*Your assignment*:
The reply should contain every entry exactly as given, with no pictures in it.

Items listed in a dataset
++++++++++++++++++++
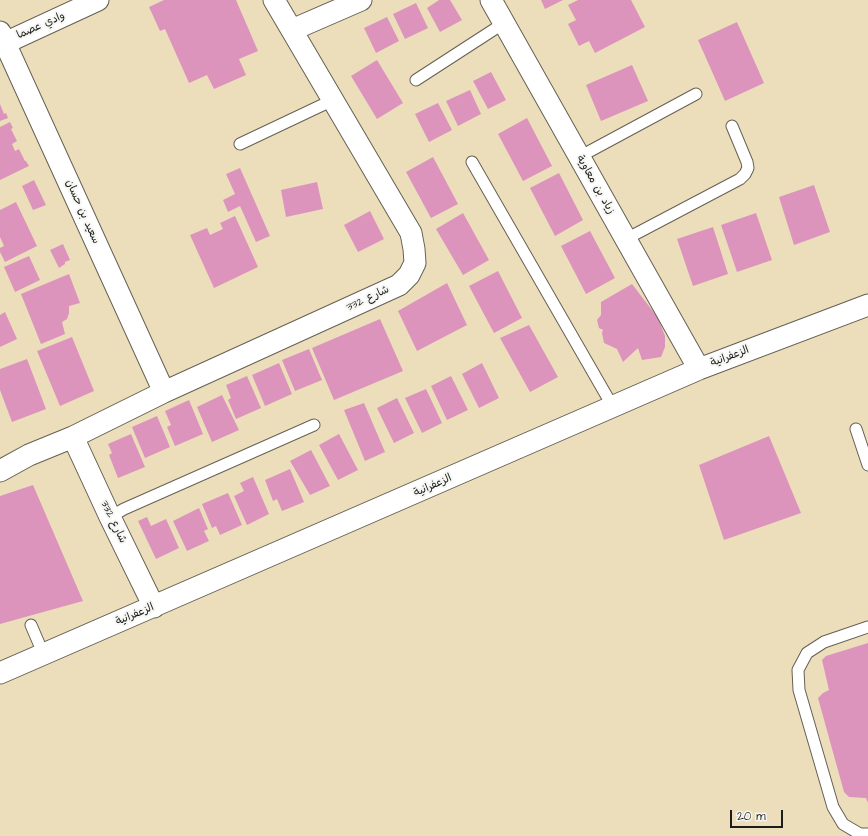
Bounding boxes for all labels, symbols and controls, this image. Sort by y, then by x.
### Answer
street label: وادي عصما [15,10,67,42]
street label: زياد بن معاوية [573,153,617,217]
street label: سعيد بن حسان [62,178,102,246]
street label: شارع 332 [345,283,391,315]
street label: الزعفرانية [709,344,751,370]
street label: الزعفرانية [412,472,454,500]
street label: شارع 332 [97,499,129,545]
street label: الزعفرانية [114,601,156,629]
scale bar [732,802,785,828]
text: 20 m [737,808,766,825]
++++++++++++++++++++
*Output*:
Bounding boxes for all labels, symbols and controls, this image. Sort by y, then by x.
### Answer
street label: وادي عصما [15,10,67,42]
street label: زياد بن معاوية [573,153,617,217]
street label: سعيد بن حسان [62,178,102,246]
street label: شارع 332 [345,283,391,315]
street label: الزعفرانية [709,344,751,370]
street label: الزعفرانية [412,472,454,500]
street label: شارع 332 [97,499,129,545]
street label: الزعفرانية [114,601,156,629]
scale bar [732,802,785,828]
text: 20 m [737,808,766,825]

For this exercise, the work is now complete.